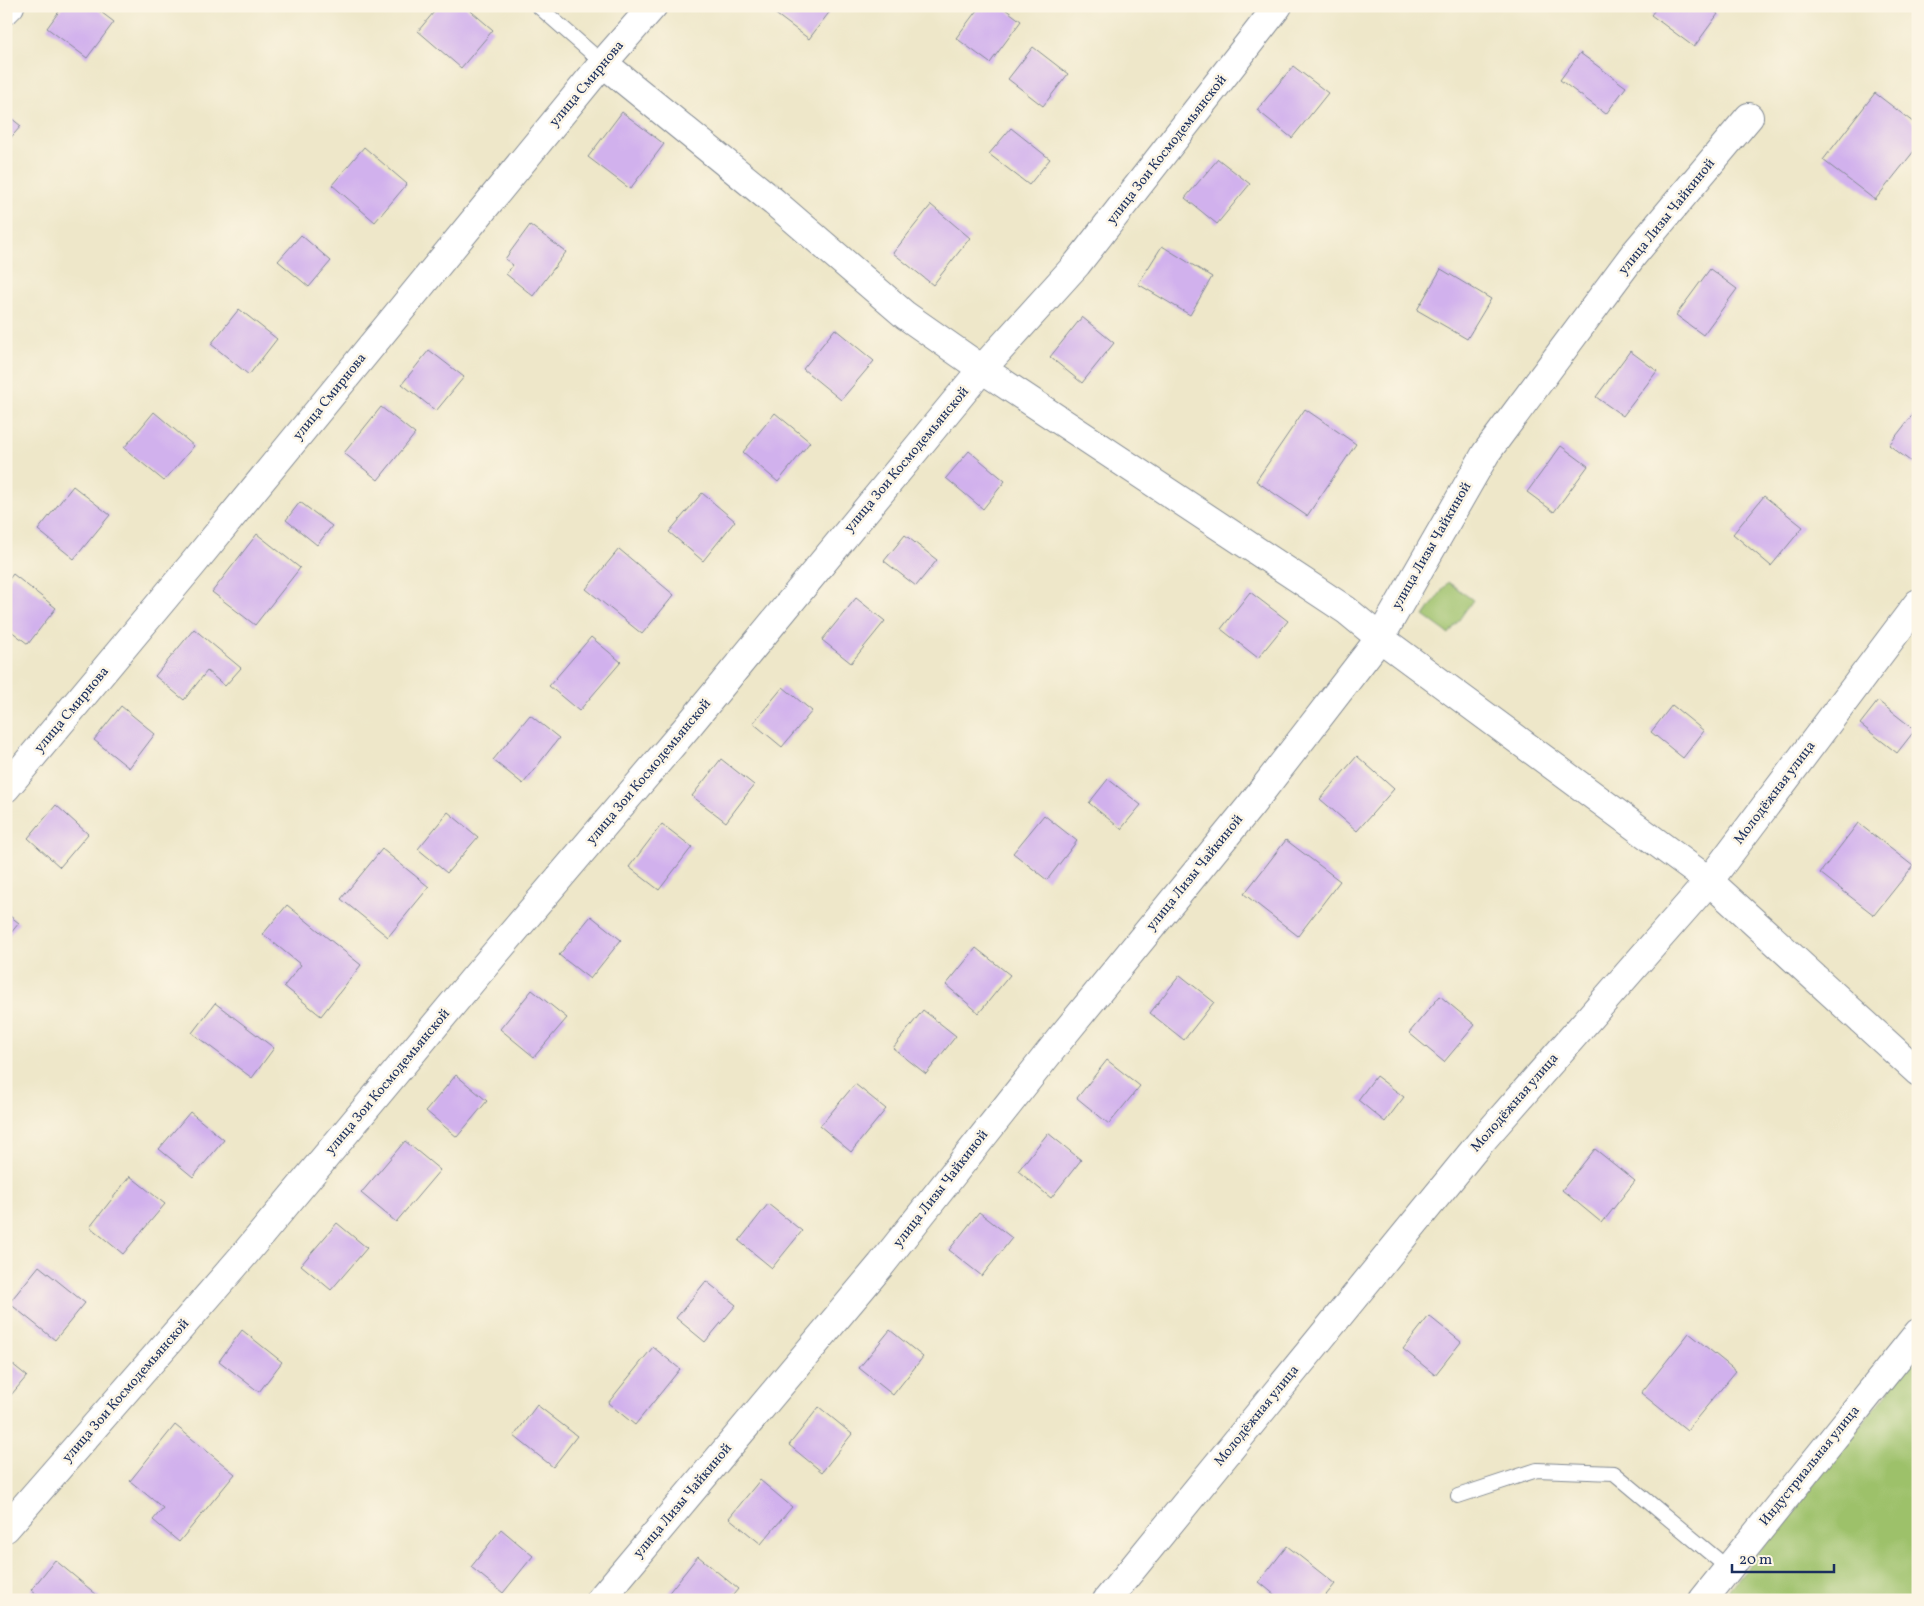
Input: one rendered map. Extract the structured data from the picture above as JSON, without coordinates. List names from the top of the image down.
{
  "streets": {
    "street": [
      "улица Смирнова",
      "улица Зои Космодемьянской",
      "улица Лизы Чайкиной",
      "Молодёжная улица",
      "Индустриальная улица"
    ]
  },
  "scale_bar": "20 m"
}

■ **Work order**: Reproduce the material above exactly but drop all images.

■ **Solution to this exercise**:
Input: one rendered map. Extract the structured data from the picture above as JSON, without coordinates. List names from the top of the image down.
{
  "streets": {
    "street": [
      "улица Смирнова",
      "улица Зои Космодемьянской",
      "улица Лизы Чайкиной",
      "Молодёжная улица",
      "Индустриальная улица"
    ]
  },
  "scale_bar": "20 m"
}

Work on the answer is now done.